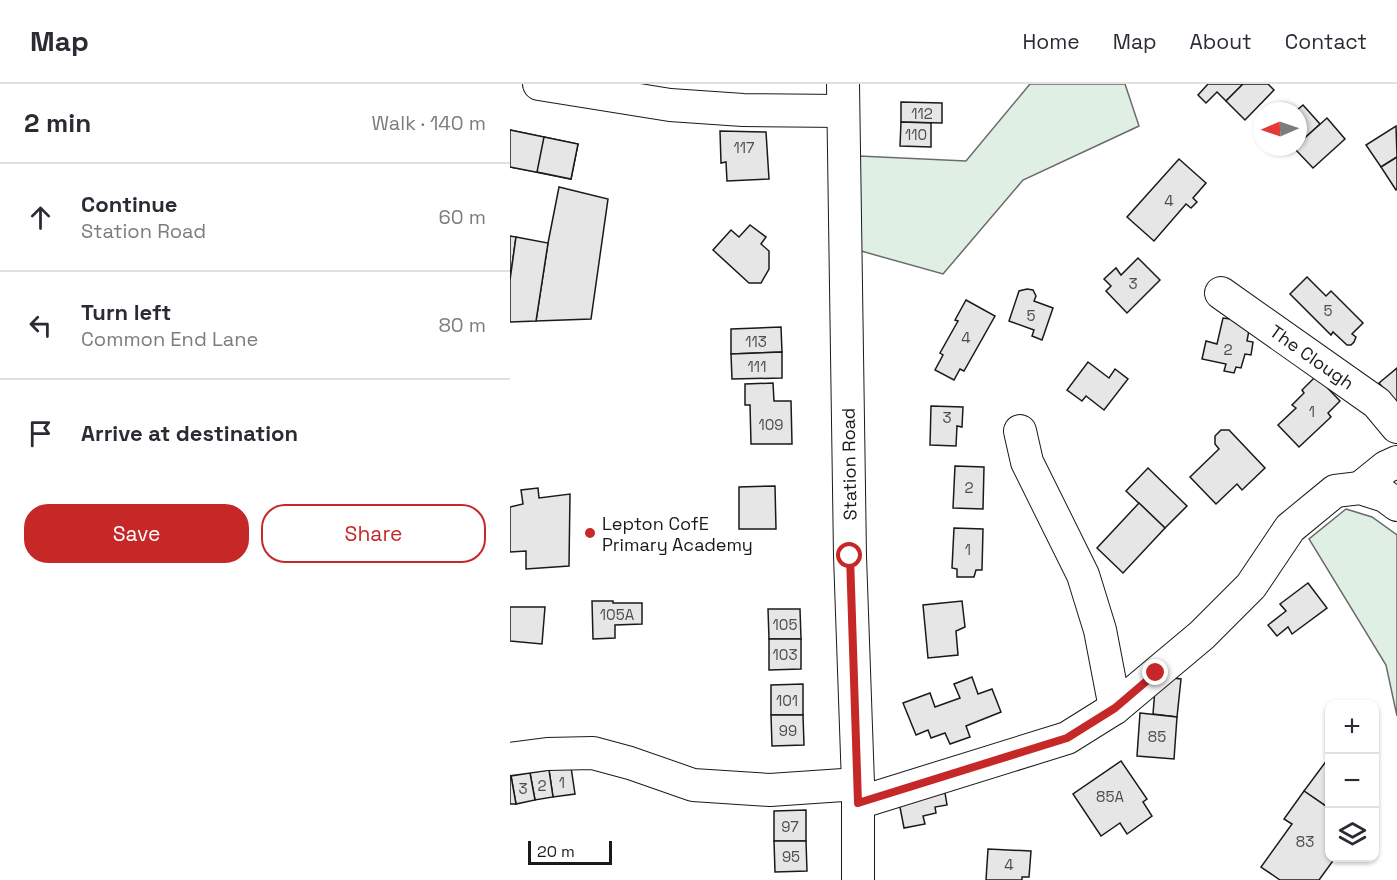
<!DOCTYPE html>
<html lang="en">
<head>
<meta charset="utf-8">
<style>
  :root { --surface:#fff; --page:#f2f2f3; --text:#2b2b33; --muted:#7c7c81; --line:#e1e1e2; --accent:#c62828 }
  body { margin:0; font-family:"Space Grotesk",sans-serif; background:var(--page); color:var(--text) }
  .controls { position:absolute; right:18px; bottom:18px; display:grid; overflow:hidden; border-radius:12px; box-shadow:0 2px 4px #0004 }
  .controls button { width:54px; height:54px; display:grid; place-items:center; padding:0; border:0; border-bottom:2px solid var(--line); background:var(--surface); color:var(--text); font:30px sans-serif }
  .compass { position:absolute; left:743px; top:18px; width:54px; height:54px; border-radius:50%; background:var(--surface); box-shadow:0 2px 4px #0004; rotate:268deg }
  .scale { position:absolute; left:18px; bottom:15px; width:84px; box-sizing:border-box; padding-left:6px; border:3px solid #1a1a1a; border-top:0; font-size:16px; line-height:21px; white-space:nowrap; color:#1a1a1a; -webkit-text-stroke:4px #fff; paint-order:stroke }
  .stop { position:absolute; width:18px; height:18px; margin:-14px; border:4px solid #c62828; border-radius:50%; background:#fff }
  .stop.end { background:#c62828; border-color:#fff; box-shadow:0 2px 6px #0008 }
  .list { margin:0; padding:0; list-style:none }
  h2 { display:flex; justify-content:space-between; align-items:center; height:78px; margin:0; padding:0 24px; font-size:26px }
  h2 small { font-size:20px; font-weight:400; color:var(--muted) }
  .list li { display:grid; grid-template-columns:39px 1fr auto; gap:18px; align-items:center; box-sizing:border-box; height:108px; padding:0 24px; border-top:2px solid var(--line) }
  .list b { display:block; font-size:22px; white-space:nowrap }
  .list p { margin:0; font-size:20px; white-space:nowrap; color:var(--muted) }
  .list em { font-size:20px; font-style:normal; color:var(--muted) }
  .actions { display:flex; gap:12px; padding:18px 24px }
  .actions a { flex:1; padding:14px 0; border:2px solid var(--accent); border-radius:24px; text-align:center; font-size:21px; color:var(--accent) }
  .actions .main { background:var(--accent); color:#fff }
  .icon { flex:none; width:33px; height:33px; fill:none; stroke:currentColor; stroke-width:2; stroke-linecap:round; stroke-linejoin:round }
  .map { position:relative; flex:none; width:887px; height:796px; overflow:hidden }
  header { display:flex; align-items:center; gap:36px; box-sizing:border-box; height:84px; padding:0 30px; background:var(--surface); border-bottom:2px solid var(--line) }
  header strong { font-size:28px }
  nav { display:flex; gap:33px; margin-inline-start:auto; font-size:21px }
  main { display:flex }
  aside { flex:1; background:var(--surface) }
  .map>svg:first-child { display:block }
  .green { fill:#e0efe3; stroke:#6a6a6a; stroke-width:1.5 }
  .building { fill:#e6e6e6; stroke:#1a1a1a; stroke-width:1.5 }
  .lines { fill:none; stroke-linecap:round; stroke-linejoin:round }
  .minor-casing { stroke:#1a1a1a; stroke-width:34 }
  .minor { stroke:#fff; stroke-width:32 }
  .route { stroke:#c62828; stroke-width:8 }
  .poi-dot { fill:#c62828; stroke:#fff; stroke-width:2 }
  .labels { text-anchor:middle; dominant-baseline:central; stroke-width:4.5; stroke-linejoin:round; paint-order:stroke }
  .number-label { font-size:15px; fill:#4d4d4d }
  .street-label { font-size:18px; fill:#1a1a1a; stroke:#fff }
  .poi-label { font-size:18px; fill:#1a1a1a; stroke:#fff; text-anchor:start }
</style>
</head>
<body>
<header>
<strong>Map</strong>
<nav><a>Home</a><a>Map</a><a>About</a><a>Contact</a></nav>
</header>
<main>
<aside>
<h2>2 min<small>Walk · 140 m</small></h2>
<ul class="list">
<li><svg class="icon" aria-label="ahead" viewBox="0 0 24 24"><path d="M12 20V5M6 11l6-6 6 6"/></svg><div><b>Continue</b><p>Station Road</p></div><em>60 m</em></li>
<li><svg class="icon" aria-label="left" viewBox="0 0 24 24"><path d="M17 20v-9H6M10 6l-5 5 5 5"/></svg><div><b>Turn left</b><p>Common End Lane</p></div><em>80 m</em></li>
<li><svg class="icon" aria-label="arrive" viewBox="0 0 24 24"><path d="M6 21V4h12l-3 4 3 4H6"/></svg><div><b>Arrive at destination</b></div></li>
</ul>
<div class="actions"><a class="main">Save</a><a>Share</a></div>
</aside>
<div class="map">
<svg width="887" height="796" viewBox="0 0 887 796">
  <rect width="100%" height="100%" fill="#fff"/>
  <!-- green -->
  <g class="green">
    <polygon points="520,0 615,0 629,42 513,96 433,190 351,167 349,72 456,77"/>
    <polygon points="836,425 862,433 887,451 887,632 876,581 799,455"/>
  </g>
  <!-- building -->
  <g class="building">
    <polygon points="698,0 733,0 716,17 707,8 696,19 688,11"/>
    <polygon points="733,0 758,0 764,6 735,36 716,17"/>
    <polygon points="391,18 432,19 432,39 391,38"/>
    <polygon points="793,21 810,40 788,60 788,27 786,27"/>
    <polygon points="817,34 835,55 803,84 784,64 788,63 788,60"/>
    <polygon points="391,38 421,39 421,63 390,62"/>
    <polygon points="886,42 887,73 871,83 856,61"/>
    <polygon points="0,46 34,53 27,88 0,83"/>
    <polygon points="0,46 68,60 61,95 0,83"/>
    <polygon points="210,47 256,48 259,95 217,97 216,78 211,79"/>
    <polygon points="34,53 68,60 61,95 27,88"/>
    <polygon points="887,73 887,105 886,106 871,83"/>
    <polygon points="669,75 696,99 683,114 687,118 681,124 676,120 644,157 617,133"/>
    <polygon points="49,103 98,115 81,235 26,237 38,159"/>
    <polygon points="240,141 256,153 251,160 259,167 259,185 251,199 239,199 203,166 221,146 229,153"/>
    <polygon points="0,152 6,153 0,196"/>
    <polygon points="6,153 38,159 26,237 0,238 0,196"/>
    <polygon points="628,174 650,196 617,229 596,207 601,202 594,195 606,184 611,191"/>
    <polygon points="797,193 816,212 821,207 853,239 842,250 846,253 844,258 841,261 837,261 823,248 821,251 780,210"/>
    <polygon points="517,205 523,206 526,212 524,217 543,224 532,256 522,252 524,246 499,237 509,207"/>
    <polygon points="456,216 485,232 454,287 450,285 444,296 425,286 433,271 430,269 448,237 445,236"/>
    <polygon points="721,232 740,241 737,257 743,258 741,271 735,270 731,284 726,283 724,289 714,287 716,280 692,275 696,257 707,260 713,234 720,235"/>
    <polygon points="271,243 272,268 221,270 221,245"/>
    <polygon points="272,268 272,294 222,295 221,270"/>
    <polygon points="578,278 599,294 605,285 618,295 594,326 576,312 572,317 557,306"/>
    <polygon points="887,284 887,320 869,299"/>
    <polygon points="806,292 830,317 818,329 821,333 789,363 768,341 786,324 782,321 794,309 792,306"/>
    <polygon points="263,299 264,317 281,317 282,360 241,360 240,321 235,321 235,300"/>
    <polygon points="421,322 453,323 452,343 447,342 446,362 420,361"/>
    <polygon points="711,346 719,346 755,384 732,406 727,400 706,420 680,393 709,365 705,360 705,352"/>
    <polygon points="445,382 474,383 473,425 443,424"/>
    <polygon points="638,384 677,422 655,444 616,407"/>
    <polygon points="265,402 266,445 229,445 229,403"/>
    <polygon points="28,404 29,414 60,410 59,482 16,485 16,467 0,468 0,423 13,420 11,406"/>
    <polygon points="629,419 655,444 613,489 587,464"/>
    <polygon points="444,444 473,445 472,486 466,486 464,493 447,493 447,485 442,484"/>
    <polygon points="798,499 817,524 782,550 778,543 767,552 758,541 776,527 770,520"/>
    <polygon points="82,517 103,517 103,519 132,519 132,540 105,541 105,554 83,555"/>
    <polygon points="452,517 455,543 446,547 448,571 418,574 413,521"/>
    <polygon points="0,523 35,523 32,560 0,557"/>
    <polygon points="258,525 290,525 291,555 259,555"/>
    <polygon points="259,555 291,555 291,585 259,586"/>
    <polygon points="646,592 671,595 667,633 643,630"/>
    <polygon points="462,593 468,610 482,605 491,628 456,642 460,653 440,660 435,649 421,654 418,646 406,651 393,619 420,609 425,623 450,614 444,600"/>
    <polygon points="293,600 293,631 261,631 261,601"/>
    <polygon points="630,629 667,633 664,675 627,672"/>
    <polygon points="261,631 293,631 294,661 262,662"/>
    <polygon points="820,672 820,723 819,724 794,707"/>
    <polygon points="611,677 637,715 633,718 642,732 617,750 610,739 591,752 563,710"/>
    <polygon points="61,683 65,710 43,713 39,686"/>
    <polygon points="39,686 43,713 25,716 20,689"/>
    <polygon points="20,689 25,716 6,720 1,692"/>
    <polygon points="1,692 6,720 0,720 0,693"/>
    <polygon points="794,707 820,725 820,774 825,774 809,796 770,796 751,783 782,740 774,735"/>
    <polygon points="435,709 437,721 425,723 426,729 413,732 415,740 394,744 389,718"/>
    <polygon points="296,726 296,757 264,757 264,727"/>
    <polygon points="264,757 296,757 297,787 265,788"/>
    <polygon points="478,765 521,767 519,793 512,793 512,796 476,796"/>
  </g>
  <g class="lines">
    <defs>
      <g id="minor">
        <polyline points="29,0 160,21 233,26 333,27"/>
        <polyline points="333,0 340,472 348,700 348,796"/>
        <polyline points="711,209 867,319 887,343"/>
        <polyline points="510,347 517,378 573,491 590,546 605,624"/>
        <polyline points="850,404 876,383 887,378"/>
        <polyline points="0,675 37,670 83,669 120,679 183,701 260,706 348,700"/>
        <polyline points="348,719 557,654 605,624 692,551 741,502 780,444 825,407 850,404 875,412 887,421"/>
      </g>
    </defs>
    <!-- minor casing -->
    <use href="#minor" class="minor-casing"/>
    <!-- minor -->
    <use href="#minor" class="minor"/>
  </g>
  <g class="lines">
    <!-- route -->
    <polyline class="route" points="340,472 348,719 557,654 605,624 646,589"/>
  </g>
  <!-- markers -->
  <circle class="poi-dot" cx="80" cy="449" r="6"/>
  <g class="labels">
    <!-- number labels -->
    <g class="number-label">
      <text x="412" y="29">112</text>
      <text x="406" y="50">110</text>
      <text x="234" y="63">117</text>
      <text x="659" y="116">4</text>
      <text x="623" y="199">3</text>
      <text x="818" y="226">5</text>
      <text x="521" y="231">5</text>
      <text x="456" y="253">4</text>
      <text x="246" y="257">113</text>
      <text x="718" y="265">2</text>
      <text x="247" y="282">111</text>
      <text x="802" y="327">1</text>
      <text x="437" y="333">3</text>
      <text x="261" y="340">109</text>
      <text x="459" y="403">2</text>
      <text x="458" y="465">1</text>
      <text x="107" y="530">105A</text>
      <text x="275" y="540">105</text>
      <text x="275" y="570">103</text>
      <text x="277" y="616">101</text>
      <text x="278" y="646">99</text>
      <text x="647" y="652">85</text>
      <text x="52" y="698">1</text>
      <text x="32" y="701">2</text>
      <text x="13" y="704">3</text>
      <text x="600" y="712">85A</text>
      <text x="280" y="742">97</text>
      <text x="795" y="757">83</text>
      <text x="281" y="772">95</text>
      <text x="499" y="780">4</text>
    </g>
    <!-- street labels -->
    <g class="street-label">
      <text transform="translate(802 273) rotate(35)">The Clough</text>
      <text transform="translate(339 380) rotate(-91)">Station Road</text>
    </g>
    <!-- poi labels -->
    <g class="poi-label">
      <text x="92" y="439">Lepton CofE<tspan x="92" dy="21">Primary Academy</tspan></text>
    </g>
  </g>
</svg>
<div class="controls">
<button>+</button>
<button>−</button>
<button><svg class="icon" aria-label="layers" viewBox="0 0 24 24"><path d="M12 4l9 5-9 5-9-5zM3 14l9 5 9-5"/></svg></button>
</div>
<svg class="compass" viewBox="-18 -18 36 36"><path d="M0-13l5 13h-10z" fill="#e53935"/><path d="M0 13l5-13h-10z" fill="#7c7c81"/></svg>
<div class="scale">20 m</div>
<div class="stop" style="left:340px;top:472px"></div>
<div class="stop end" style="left:646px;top:589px"></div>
</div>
</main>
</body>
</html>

» Your assignment
The expected answer is one number: how many lines above contain "sans".

» Solution
2